INPUT MATERIAL
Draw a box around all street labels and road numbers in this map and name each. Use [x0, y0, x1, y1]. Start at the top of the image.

==

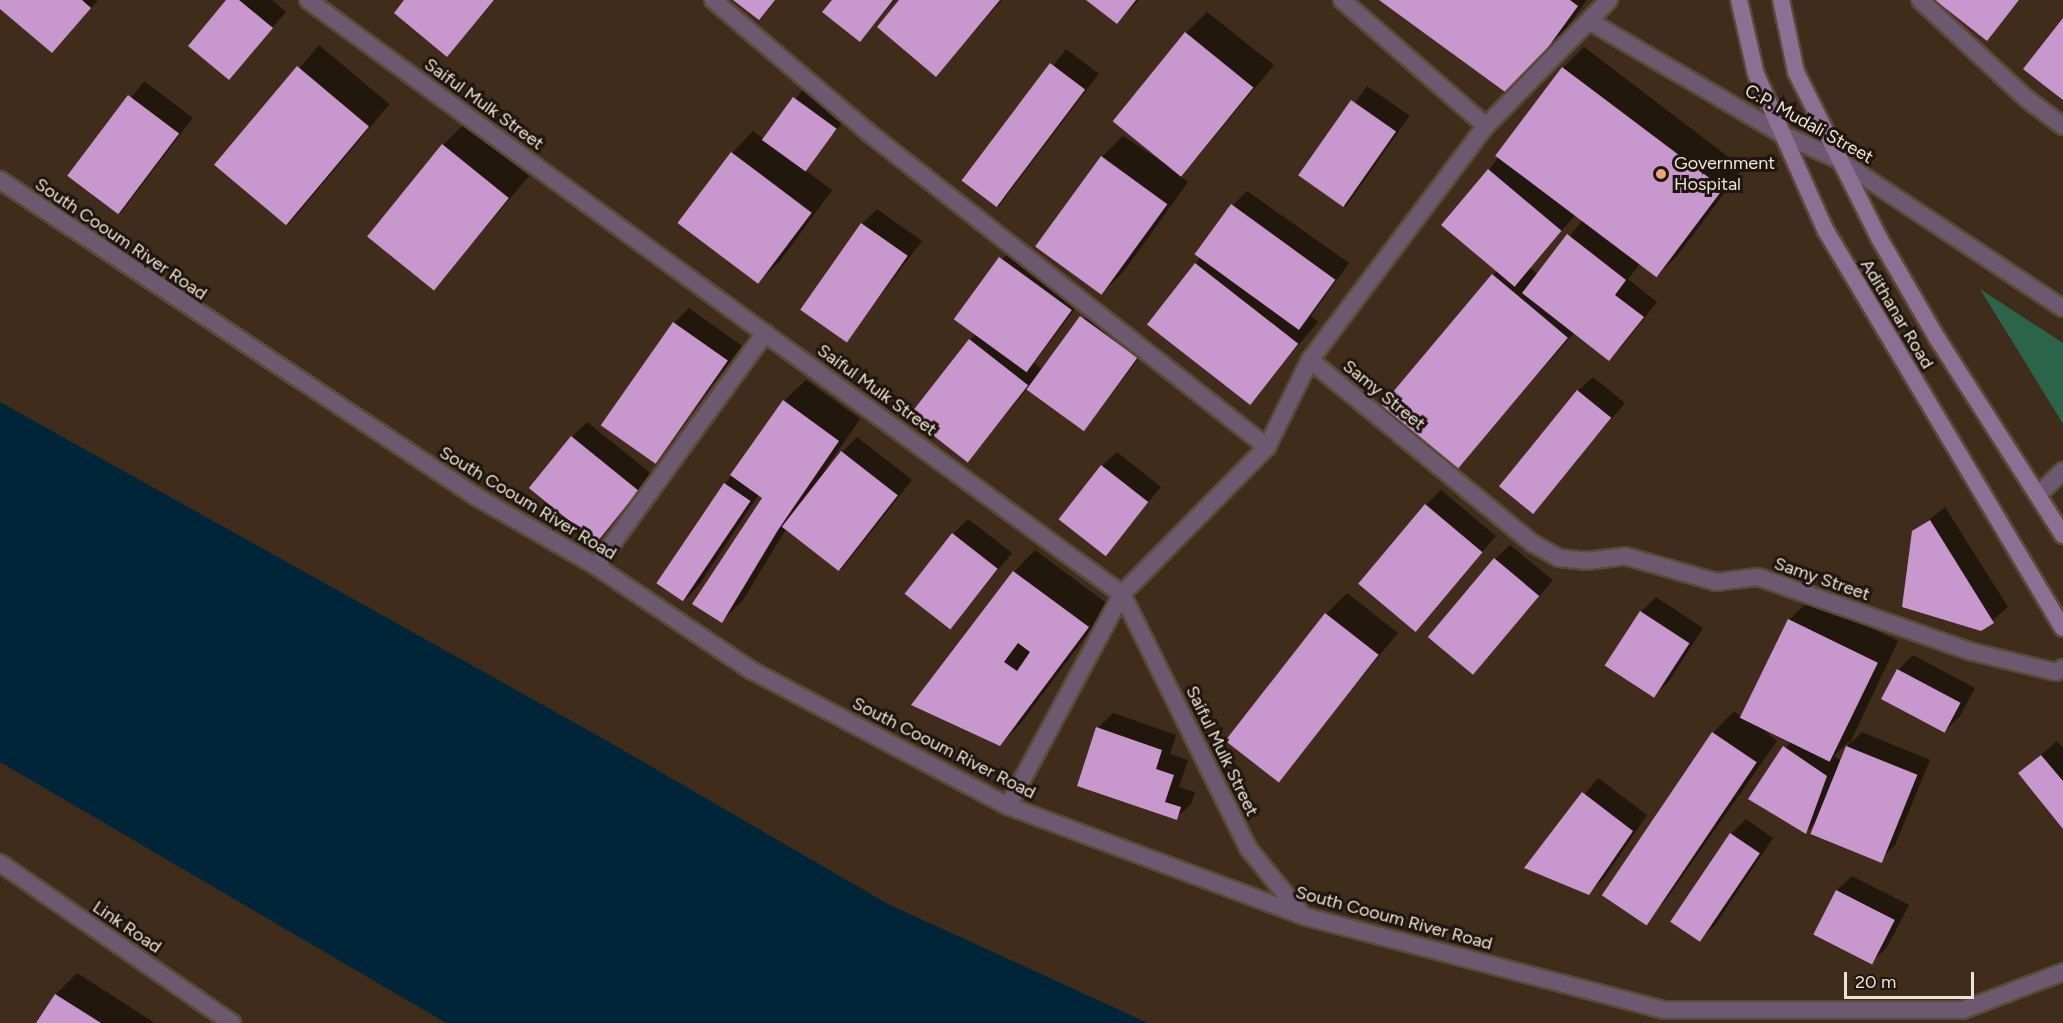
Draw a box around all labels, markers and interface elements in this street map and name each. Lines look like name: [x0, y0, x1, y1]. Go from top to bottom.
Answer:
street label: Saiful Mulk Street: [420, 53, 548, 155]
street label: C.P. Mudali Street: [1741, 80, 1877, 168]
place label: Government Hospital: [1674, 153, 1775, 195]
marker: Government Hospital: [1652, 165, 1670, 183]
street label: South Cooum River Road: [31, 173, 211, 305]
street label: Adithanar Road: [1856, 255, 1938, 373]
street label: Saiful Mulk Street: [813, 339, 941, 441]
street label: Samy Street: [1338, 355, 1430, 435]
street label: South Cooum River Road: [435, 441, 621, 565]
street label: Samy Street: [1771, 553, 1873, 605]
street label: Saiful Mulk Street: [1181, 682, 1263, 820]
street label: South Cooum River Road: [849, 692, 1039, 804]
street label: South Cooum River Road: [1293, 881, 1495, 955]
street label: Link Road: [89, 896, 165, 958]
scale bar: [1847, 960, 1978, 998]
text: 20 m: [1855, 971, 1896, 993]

==

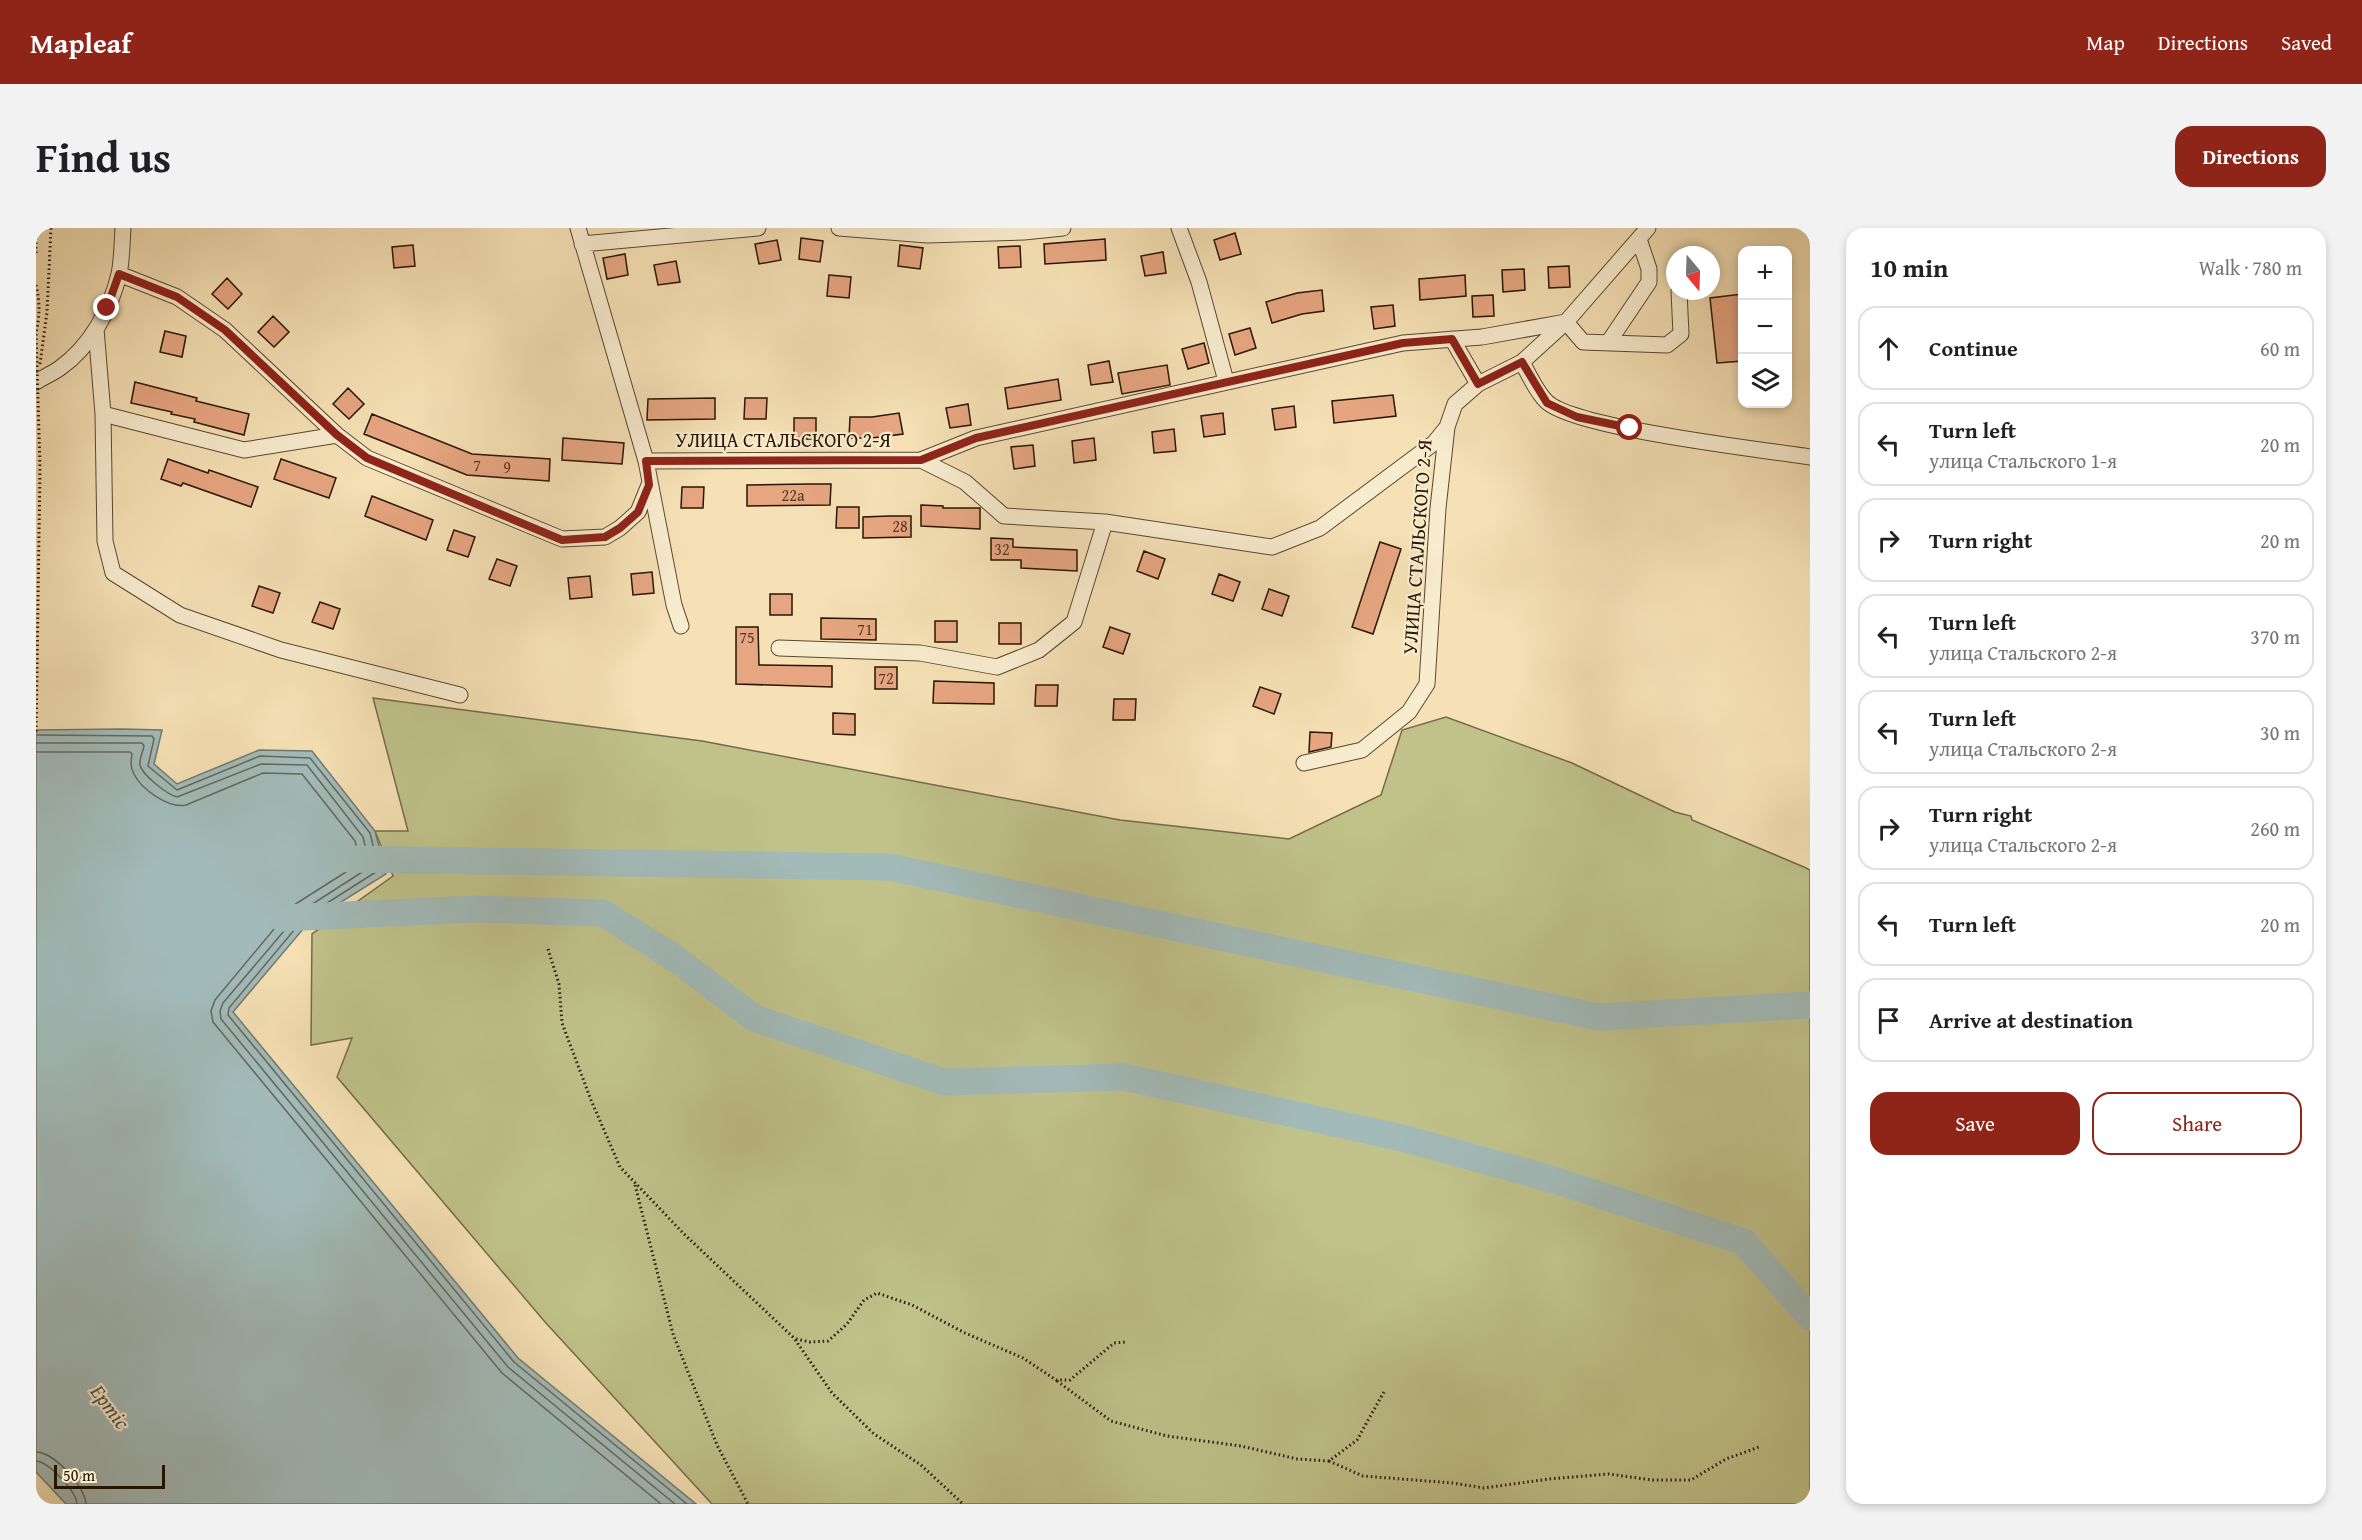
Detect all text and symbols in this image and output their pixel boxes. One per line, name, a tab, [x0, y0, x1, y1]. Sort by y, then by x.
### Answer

TASK DIRECTIONS
Copy every line that includes the string "each" from the material above.

RESPONSE FOR THIS EXERCISE
Draw a box around all street labels and road numbers in this map and name each. Use [x0, y0, x1, y1]. Start at the top of the image.
Draw a box around all labels, markers and interface elements in this street map and name each. Lines look like name: [x0, y0, x1, y1]. Go from top to bottom.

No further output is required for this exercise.